*WORK REQUEST*. Search the records for the string "School". Copy each line where it occurs.

*LISTED ENTRIES*.
---------------

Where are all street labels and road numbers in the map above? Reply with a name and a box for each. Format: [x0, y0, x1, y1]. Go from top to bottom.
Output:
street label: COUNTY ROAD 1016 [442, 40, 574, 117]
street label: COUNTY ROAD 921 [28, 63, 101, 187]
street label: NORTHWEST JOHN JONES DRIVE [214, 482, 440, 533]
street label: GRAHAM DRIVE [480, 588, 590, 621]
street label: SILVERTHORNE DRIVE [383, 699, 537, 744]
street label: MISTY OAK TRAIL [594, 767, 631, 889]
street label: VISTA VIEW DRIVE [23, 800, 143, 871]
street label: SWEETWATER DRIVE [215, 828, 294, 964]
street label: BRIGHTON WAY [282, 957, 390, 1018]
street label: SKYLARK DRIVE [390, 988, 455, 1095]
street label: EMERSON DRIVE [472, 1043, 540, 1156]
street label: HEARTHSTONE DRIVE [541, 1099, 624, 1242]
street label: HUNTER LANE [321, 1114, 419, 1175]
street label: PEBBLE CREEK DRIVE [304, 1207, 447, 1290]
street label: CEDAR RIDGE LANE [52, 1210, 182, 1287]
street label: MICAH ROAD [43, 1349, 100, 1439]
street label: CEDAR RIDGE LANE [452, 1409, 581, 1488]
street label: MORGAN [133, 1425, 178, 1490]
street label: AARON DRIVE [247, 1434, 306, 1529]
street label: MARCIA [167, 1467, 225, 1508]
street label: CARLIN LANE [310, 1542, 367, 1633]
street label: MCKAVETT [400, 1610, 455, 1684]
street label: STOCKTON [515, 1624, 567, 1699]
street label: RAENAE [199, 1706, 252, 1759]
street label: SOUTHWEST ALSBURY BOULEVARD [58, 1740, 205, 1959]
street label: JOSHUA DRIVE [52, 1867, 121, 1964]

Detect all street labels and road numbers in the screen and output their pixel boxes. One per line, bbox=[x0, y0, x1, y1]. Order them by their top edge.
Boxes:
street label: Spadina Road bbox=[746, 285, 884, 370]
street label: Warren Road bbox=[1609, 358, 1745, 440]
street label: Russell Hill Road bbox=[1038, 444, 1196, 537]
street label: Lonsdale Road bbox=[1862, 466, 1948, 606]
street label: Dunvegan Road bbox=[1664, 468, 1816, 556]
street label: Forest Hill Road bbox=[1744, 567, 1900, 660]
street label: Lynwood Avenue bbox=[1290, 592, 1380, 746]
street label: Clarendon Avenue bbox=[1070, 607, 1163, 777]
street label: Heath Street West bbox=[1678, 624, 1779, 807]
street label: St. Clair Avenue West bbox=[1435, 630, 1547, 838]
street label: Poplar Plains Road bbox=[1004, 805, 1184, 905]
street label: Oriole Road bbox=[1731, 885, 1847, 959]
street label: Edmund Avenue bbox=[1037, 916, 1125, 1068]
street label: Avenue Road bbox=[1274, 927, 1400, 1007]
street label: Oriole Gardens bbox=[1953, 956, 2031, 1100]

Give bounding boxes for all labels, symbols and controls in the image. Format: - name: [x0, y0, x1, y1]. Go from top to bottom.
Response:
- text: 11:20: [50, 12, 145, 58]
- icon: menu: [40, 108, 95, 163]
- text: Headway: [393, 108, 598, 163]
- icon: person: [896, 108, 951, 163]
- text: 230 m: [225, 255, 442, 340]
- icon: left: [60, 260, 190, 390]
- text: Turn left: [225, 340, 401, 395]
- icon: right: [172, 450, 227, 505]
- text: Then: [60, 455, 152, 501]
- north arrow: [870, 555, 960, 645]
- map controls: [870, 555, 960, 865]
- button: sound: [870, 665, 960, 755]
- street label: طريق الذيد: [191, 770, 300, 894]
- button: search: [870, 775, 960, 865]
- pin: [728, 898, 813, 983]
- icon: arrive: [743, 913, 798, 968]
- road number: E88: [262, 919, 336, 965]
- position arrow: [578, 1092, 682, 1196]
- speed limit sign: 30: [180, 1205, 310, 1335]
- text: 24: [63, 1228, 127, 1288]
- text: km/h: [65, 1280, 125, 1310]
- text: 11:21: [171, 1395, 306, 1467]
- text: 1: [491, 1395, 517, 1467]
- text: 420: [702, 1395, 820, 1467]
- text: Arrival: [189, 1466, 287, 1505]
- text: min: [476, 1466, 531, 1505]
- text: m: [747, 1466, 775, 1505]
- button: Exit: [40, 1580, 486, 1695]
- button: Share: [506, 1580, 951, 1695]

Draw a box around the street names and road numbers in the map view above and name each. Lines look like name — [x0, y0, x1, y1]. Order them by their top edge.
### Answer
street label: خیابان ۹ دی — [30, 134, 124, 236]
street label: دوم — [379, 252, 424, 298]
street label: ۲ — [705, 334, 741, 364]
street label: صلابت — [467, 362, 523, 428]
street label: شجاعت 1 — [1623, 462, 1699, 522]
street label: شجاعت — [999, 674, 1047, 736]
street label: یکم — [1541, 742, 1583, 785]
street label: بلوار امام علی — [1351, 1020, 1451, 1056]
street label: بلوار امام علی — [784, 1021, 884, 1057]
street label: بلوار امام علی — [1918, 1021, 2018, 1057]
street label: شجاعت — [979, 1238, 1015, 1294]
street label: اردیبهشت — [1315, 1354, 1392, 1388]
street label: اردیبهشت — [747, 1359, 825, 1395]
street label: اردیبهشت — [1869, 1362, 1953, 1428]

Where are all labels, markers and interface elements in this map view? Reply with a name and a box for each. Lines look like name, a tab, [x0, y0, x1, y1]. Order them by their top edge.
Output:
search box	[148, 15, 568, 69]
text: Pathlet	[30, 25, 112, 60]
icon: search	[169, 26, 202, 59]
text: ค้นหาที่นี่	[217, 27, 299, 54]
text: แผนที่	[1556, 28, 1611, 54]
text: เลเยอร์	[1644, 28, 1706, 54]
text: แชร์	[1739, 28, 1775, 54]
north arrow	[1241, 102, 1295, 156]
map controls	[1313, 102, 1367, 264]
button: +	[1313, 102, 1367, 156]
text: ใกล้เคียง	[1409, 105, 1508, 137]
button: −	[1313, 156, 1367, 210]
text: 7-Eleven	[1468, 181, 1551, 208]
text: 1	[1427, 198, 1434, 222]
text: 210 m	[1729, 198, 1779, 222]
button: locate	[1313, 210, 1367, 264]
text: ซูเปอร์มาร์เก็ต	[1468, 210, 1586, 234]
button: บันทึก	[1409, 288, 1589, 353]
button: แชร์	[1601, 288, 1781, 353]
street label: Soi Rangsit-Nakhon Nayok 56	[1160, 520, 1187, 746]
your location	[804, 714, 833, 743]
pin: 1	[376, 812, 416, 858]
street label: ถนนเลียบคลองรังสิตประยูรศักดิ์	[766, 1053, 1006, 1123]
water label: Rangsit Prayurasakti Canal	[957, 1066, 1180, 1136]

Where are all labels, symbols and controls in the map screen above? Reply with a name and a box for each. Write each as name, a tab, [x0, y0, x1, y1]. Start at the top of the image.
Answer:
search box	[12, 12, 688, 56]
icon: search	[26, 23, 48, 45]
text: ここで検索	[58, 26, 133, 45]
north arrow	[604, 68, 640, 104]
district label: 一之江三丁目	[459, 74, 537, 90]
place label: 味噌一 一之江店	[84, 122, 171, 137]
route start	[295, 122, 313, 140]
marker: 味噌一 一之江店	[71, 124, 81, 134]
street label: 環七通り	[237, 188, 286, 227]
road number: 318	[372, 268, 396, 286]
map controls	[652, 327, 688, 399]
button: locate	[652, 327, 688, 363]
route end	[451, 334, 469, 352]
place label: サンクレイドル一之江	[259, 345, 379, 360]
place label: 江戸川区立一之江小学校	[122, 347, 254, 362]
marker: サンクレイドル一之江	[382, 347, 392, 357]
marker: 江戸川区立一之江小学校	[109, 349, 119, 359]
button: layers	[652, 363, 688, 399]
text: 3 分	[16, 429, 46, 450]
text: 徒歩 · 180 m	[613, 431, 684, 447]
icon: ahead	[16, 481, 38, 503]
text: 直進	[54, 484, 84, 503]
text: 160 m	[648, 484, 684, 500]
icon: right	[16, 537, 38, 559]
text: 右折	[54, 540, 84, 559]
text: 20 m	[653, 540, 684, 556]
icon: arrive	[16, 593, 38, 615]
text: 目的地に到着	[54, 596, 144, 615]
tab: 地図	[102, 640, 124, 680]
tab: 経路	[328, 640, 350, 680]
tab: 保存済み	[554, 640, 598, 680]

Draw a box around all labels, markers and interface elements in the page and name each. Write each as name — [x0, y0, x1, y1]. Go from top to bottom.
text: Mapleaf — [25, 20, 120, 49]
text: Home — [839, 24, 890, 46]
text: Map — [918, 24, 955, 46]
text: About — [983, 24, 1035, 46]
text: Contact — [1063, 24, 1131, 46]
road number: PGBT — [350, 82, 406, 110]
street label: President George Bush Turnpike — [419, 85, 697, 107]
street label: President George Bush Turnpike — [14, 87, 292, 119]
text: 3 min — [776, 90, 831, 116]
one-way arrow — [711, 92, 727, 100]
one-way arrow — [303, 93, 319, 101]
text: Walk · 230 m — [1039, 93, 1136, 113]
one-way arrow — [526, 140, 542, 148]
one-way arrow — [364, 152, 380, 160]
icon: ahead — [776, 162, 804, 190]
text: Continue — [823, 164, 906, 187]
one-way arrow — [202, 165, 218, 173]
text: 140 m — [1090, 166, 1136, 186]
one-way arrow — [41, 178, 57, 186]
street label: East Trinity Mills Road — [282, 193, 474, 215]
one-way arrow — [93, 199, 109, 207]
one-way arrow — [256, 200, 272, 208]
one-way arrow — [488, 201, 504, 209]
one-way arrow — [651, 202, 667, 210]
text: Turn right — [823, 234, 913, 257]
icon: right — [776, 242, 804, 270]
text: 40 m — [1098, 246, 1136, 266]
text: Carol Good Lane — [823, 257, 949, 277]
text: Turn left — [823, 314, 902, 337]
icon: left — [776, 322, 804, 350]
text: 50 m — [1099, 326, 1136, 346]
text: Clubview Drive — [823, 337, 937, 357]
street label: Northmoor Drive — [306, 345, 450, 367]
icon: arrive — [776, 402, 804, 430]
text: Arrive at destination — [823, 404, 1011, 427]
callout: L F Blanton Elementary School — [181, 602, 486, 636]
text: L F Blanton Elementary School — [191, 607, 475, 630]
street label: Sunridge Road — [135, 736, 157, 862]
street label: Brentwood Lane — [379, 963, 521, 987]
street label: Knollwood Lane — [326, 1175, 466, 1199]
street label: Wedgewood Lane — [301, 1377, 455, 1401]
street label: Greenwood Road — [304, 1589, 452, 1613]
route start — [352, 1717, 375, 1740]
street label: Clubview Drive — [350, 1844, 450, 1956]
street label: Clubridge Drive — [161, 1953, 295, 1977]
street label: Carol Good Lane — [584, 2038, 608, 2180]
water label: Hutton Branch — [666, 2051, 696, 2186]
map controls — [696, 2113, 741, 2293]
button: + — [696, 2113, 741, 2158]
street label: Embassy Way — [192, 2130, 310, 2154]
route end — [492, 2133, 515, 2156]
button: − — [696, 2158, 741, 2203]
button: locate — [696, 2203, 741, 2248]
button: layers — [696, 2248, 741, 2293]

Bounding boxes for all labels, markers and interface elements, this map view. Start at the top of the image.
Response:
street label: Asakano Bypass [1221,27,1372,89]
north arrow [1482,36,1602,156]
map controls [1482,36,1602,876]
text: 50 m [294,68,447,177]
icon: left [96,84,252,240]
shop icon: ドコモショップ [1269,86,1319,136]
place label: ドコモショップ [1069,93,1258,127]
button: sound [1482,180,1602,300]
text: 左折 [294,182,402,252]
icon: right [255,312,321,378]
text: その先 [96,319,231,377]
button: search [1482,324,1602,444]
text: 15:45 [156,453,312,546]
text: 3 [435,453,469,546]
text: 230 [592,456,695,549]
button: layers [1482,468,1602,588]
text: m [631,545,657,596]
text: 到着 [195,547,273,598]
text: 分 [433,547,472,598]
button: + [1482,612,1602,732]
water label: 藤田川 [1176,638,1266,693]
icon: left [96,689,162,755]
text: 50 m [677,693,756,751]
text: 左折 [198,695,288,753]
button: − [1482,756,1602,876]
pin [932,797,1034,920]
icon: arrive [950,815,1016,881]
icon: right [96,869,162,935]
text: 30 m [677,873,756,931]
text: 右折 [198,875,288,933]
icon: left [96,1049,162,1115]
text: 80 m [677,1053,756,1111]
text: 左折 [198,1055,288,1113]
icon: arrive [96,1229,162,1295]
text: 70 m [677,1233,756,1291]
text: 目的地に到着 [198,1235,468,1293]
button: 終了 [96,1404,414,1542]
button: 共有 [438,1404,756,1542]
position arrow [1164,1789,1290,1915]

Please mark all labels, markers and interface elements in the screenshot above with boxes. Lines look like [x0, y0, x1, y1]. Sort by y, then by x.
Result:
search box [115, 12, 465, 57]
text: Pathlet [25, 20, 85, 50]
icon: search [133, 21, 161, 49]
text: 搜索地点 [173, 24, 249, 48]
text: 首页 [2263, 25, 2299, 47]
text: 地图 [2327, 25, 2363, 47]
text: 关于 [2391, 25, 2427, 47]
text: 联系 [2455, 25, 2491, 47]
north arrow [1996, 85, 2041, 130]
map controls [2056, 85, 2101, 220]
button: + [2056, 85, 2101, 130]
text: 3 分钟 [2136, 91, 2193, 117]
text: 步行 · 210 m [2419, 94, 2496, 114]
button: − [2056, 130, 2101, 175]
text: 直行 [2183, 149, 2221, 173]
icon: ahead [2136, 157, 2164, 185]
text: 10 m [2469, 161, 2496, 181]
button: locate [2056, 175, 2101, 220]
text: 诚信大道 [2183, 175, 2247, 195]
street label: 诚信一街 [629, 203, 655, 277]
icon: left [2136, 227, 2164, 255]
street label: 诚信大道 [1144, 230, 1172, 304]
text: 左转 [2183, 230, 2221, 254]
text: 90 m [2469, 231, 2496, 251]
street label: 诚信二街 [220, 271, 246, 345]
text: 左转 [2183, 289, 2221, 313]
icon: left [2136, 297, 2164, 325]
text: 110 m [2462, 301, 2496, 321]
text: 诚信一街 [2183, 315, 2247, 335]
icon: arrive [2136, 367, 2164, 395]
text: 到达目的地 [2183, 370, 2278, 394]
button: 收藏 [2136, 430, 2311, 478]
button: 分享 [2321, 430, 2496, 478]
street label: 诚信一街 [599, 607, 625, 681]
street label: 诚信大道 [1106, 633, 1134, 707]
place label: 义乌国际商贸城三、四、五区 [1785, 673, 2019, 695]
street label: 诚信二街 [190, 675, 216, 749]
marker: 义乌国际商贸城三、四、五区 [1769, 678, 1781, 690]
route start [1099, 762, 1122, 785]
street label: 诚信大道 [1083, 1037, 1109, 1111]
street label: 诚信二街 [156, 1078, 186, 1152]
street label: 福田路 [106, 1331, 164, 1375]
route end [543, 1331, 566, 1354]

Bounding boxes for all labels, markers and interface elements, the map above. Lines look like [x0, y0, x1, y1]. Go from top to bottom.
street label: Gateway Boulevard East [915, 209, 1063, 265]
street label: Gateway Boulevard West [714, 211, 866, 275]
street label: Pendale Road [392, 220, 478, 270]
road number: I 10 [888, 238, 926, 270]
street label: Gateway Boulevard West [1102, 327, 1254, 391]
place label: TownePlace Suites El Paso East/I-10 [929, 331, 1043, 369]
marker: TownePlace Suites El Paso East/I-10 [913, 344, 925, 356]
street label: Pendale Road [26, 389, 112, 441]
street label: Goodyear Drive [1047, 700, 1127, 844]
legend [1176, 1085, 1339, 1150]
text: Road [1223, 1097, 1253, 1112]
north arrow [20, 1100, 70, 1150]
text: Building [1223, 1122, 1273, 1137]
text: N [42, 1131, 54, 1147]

---------------

*SOLUTION*.
callout: L F Blanton Elementary School — [181, 602, 486, 636]
text: L F Blanton Elementary School — [191, 607, 475, 630]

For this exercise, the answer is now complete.